PHP is mainly procedural programming, but also supports object-oriented programming (OOP); Python supports a variety of paradigms, including OOP, functional and procedural programming. PHP is suitable for web development, and Python is suitable for a variety of applications such as data analysis and machine learning.

PHP is suitable for web development and rapid prototyping, and Python is suitable for data science and machine learning. 1.PHP is used for dynamic web development, with simple syntax and suitable for rapid development. 2. Python has concise syntax, is suitable for multiple fields, and has a strong library ecosystem.

Python is more suitable for beginners, with a smooth learning curve and concise syntax; JavaScript is suitable for front-end development, with a steep learning curve and flexible syntax. 1. Python syntax is intuitive and suitable for data science and back-end development. 2. JavaScript is flexible and widely used in front-end and server-side programming.

PHP originated in 1994 and was developed by RasmusLerdorf. It was originally used to track website visitors and gradually evolved into a server-side scripting language and was widely used in web development. Python was developed by Guidovan Rossum in the late 1980s and was first released in 1991. It emphasizes code readability and simplicity, and is suitable for scientific computing, data analysis and other fields.
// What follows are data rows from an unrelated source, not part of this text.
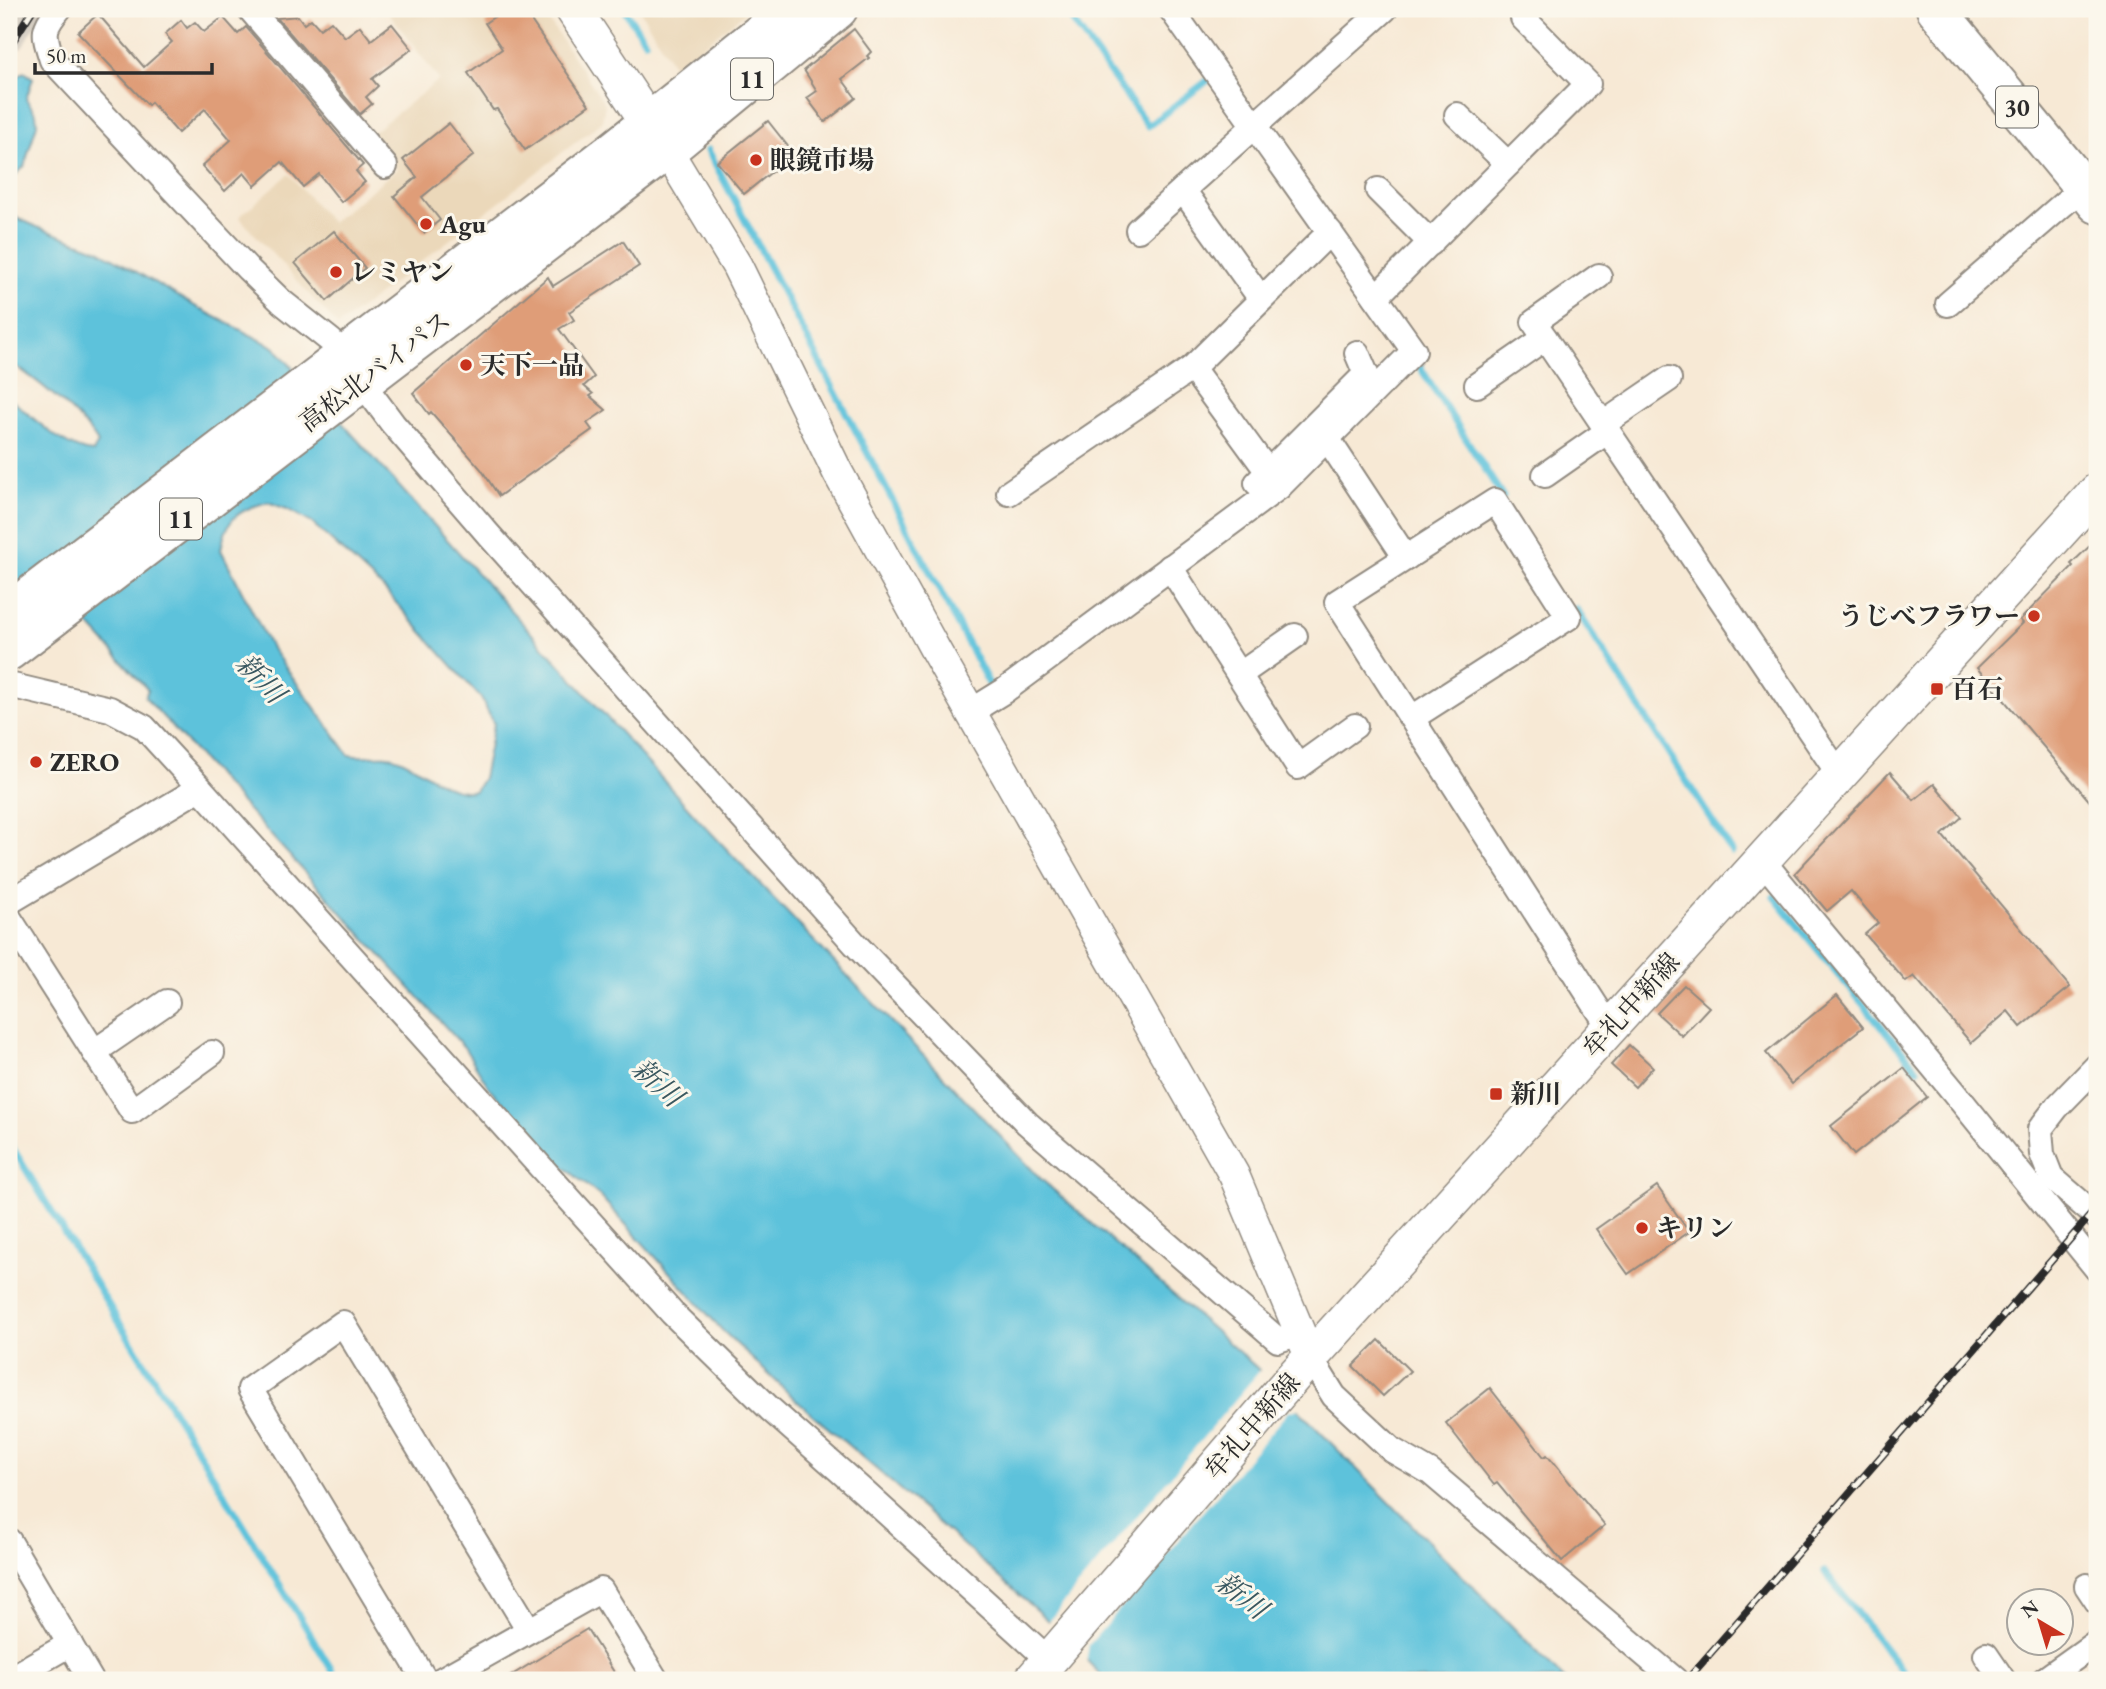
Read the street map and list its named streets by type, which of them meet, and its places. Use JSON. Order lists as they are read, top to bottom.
{
  "streets": {
    "main road": [
      "11",
      "30",
      "高松北バイパス",
      "牟礼中新線"
    ]
  },
  "water": ["新川"],
  "places": {
    "other": [
      "眼鏡市場",
      "Agu",
      "レミヤン",
      "天下一品",
      "うじべフラワー",
      "ZERO",
      "キリン"
    ],
    "transit": ["百石", "新川"]
  },
  "scale_bar": "50 m",
  "north": "top left"
}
VS Code can run on Windows 8, but the experience may not be great. First make sure the system has been updated to the latest patch, then download the VS Code installation package that matches the system architecture and install it as prompted. After installation, be aware that some extensions may be incompatible with Windows 8 and need to look for alternative extensions or use newer Windows systems in a virtual machine. Install the necessary extensions to check whether they work properly. Although VS Code is feasible on Windows 8, it is recommended to upgrade to a newer Windows system for a better development experience and security.

VS Code can be used to write Python and provides many features that make it an ideal tool for developing Python applications. It allows users to: install Python extensions to get functions such as code completion, syntax highlighting, and debugging. Use the debugger to track code step by step, find and fix errors. Integrate Git for version control. Use code formatting tools to maintain code consistency. Use the Linting tool to spot potential problems ahead of time.

Running Python code in Notepad requires the Python executable and NppExec plug-in to be installed. After installing Python and adding PATH to it, configure the command "python" and the parameter "{CURRENT_DIRECTORY}{FILE_NAME}" in the NppExec plug-in to run Python code in Notepad through the shortcut key "F6".

To run Python code in Sublime Text, you need to install the Python plug-in first, then create a .py file and write the code, and finally press Ctrl B to run the code, and the output will be displayed in the console.